Copy the lines from the start of the records below through the line containing "0 #c9cbcd) drop-shadow(-2px", both included, and leave out the pictures.
--- Data supplied ---
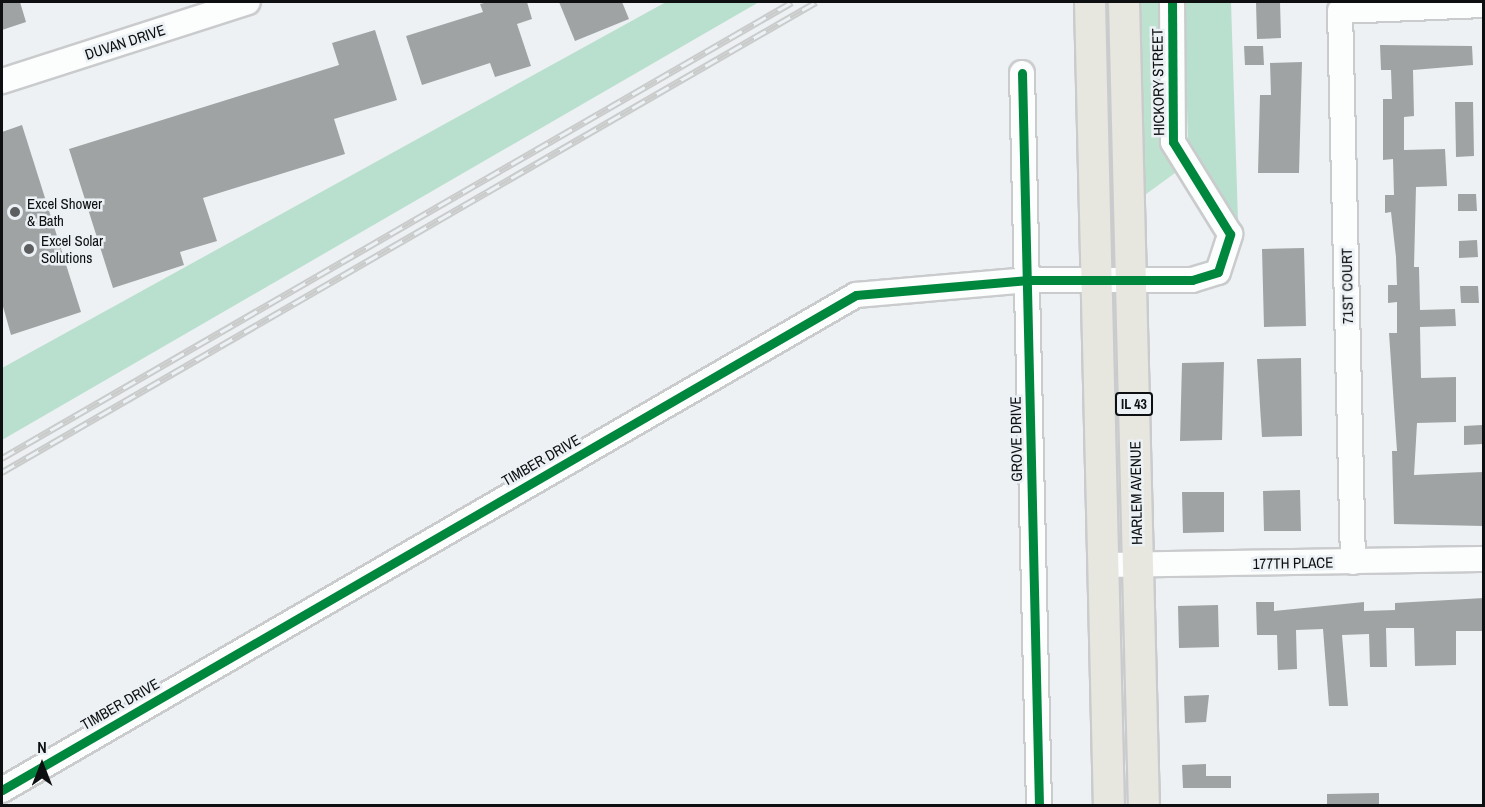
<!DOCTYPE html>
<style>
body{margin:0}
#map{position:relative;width:1485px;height:807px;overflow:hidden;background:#eef1f3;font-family:"Archivo Narrow",sans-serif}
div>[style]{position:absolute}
.green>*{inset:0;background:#bee2d0}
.forest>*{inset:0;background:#b9e0ce}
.building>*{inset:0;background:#a0a3a4}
.roads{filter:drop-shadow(2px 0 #c9cbcd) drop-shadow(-2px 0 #c9cbcd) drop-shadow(0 2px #c9cbcd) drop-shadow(0 -2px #c9cbcd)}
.minor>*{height:24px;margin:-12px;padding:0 12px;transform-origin:12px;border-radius:12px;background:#fcfdfd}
.major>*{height:30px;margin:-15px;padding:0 15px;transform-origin:15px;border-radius:15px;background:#e7e6df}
.rail>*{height:7px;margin-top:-3.5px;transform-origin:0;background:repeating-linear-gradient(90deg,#ecf1f5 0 14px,#cacccc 0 28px);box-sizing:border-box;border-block:2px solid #cacccc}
.cycleway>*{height:9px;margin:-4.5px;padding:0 4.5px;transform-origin:4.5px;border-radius:4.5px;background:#00873e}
.dots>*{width:16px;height:16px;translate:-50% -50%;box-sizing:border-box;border:3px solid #ecf1f5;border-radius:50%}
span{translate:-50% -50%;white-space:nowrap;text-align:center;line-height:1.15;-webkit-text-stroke:5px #ecf1f5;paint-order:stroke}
.shield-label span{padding:2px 4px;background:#ecf1f5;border:2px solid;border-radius:4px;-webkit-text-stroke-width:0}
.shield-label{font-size:14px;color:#0d0f10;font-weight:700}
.street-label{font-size:15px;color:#0d0f10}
.poi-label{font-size:15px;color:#0d0f10}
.left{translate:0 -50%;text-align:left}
.frame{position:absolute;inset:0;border:3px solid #0d0f10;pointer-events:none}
.north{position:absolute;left:12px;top:735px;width:60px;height:60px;-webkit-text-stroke:4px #ecf1f5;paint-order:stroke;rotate:0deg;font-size:16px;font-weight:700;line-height:24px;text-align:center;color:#0d0f10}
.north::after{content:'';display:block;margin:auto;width:21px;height:27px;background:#0d0f10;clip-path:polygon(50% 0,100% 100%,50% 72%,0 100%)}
</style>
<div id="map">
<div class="green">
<div style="clip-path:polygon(1133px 2px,1160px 2px,1158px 129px,1175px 173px,1138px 200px)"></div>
</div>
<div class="forest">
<div style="clip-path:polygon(666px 2px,759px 2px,2px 440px,2px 368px)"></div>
<div style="clip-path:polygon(1184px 2px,1231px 2px,1238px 221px,1188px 143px)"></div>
</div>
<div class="building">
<div style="clip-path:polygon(2px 2px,20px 2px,26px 22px,2px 30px)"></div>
<div style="clip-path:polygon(488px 2px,527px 2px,532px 19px,517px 24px,531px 66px,495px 77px,490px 63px,422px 85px,406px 36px,483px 12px,480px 4px)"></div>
<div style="clip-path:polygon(559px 2px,622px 2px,629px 19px,575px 41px)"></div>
<div style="clip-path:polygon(1256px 2px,1280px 2px,1281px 38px,1257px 39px)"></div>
<div style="clip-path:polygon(375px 30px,397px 100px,334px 119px,345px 154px,203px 198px,217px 241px,180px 252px,184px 265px,113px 288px,69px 149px,339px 65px,332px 43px)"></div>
<div style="clip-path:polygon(1380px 45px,1472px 46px,1473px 65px,1413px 70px,1414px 116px,1404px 117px,1404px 150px,1445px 149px,1447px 186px,1416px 187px,1414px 267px,1419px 267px,1420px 310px,1455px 309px,1456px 326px,1420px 327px,1421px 378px,1456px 377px,1456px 422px,1417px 423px,1414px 475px,1483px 472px,1484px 526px,1394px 524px,1392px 451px,1397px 451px,1389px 333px,1397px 333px,1397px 302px,1388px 303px,1388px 285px,1397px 285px,1396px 257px,1391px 212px,1385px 213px,1385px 195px,1394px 195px,1393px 159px,1383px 160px,1383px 99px,1392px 99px,1391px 70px,1381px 70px)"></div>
<div style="clip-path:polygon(1244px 46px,1263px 46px,1264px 65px,1245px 65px)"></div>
<div style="clip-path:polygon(1302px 62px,1299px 173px,1258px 173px,1260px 95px,1271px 95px,1270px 63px)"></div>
<div style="clip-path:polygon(1455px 102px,1473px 102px,1474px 156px,1456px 157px)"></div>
<div style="clip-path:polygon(22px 125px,81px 312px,11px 335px,2px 303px,2px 132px)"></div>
<div style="clip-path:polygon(1458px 194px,1476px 194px,1477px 211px,1458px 211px)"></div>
<div style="clip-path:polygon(1477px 240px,1478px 257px,1459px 258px,1459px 241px)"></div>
<div style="clip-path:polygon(1304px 248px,1306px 326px,1264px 327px,1262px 249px)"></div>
<div style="clip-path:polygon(1460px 286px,1478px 286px,1479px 303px,1461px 303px)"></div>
<div style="clip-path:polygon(1301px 358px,1302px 436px,1262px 437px,1257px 359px)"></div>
<div style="clip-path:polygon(1224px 362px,1222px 440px,1180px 441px,1182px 363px)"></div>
<div style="clip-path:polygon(1482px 425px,1483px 444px,1464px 445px,1464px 426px)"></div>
<div style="clip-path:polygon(1300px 490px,1301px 531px,1264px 531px,1263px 491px)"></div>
<div style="clip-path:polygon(1182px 492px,1224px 492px,1224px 532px,1183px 533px)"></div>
<div style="clip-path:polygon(1484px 598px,1484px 631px,1456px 631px,1456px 665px,1415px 666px,1414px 628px,1386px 628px,1387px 667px,1370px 667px,1369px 634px,1342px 635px,1348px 706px,1329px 706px,1323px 629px,1296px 630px,1297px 669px,1278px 670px,1277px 635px,1257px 635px,1256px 602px,1274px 602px,1274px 611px,1364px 602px,1364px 611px,1395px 610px,1395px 603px)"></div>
<div style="clip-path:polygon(1218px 605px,1219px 647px,1179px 648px,1178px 606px)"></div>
<div style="clip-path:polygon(1209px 695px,1206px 722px,1185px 723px,1184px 696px)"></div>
<div style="clip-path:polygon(1206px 764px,1206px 776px,1231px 776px,1231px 788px,1183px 788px,1182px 765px)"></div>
<div style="clip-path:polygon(1379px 793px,1379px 806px,1327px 806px,1327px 794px)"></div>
</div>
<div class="roads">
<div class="minor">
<div style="left:1022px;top:73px;width:733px;rotate:88.67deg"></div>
<div style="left:2px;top:81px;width:258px;rotate:-17.8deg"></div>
<div style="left:1353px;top:562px;width:551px;rotate:-91.35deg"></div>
<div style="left:1340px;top:11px;width:144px;rotate:-2.4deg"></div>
<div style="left:1102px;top:565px;width:382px;rotate:-0.9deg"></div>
<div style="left:2px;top:790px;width:987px;rotate:-30.1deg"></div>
<div style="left:856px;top:295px;width:173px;rotate:-5deg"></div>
<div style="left:1028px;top:280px;width:164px"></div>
<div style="left:1192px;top:280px;width:27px;rotate:-17deg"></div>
<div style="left:1218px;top:272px;width:40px;rotate:-72deg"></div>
<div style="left:1230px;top:234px;width:108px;rotate:-121.8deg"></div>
<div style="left:1173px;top:142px;width:140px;rotate:-90.4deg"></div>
</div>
<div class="major">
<div style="left:1090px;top:2px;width:804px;rotate:88.65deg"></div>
<div style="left:1124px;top:2px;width:804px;rotate:88.58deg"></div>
</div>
</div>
<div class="rail">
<div style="left:2px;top:458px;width:912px;rotate:-29.99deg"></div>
<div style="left:2px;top:472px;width:940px;rotate:-30deg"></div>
</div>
<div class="cycleway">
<div style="left:1022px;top:73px;width:733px;rotate:88.67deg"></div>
<div style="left:2px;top:790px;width:987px;rotate:-30.1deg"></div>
<div style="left:856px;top:295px;width:173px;rotate:-5deg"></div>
<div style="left:1028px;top:280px;width:164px"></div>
<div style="left:1192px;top:280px;width:27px;rotate:-17deg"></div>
<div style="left:1218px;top:272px;width:40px;rotate:-72deg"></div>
<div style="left:1230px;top:234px;width:108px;rotate:-121.8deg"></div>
<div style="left:1173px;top:142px;width:140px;rotate:-90.4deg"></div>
</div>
<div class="dots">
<div style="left:15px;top:212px;background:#5c5e5f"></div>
<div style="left:29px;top:249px;background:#5c5e5f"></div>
</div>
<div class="shield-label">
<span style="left:1134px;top:404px">IL 43</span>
</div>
<div class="street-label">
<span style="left:125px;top:42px;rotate:-18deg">DUVAN DRIVE</span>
<span style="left:1158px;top:82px;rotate:-91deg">HICKORY STREET</span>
<span style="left:1347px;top:286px;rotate:-91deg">71ST COURT</span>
<span style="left:1016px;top:439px;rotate:-91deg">GROVE DRIVE</span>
<span style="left:541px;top:460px;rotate:-30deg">TIMBER DRIVE</span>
<span style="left:1136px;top:493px;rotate:-91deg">HARLEM AVENUE</span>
<span style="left:1293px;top:563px;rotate:-1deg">177TH PLACE</span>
<span style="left:120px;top:704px;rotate:-30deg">TIMBER DRIVE</span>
</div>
<div class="poi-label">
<span class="left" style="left:27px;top:212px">Excel Shower<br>&amp; Bath</span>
<span class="left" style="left:41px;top:249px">Excel Solar<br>Solutions</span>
</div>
<div class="frame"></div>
<div class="north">N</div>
</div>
---
• Worked solution
<!DOCTYPE html>
<style>
body{margin:0}
#map{position:relative;width:1485px;height:807px;overflow:hidden;background:#eef1f3;font-family:"Archivo Narrow",sans-serif}
div>[style]{position:absolute}
.green>*{inset:0;background:#bee2d0}
.forest>*{inset:0;background:#b9e0ce}
.building>*{inset:0;background:#a0a3a4}
.roads{filter:drop-shadow(2px 0 #c9cbcd) drop-shadow(-2px 0 #c9cbcd) drop-shadow(0 2px #c9cbcd) drop-shadow(0 -2px #c9cbcd)}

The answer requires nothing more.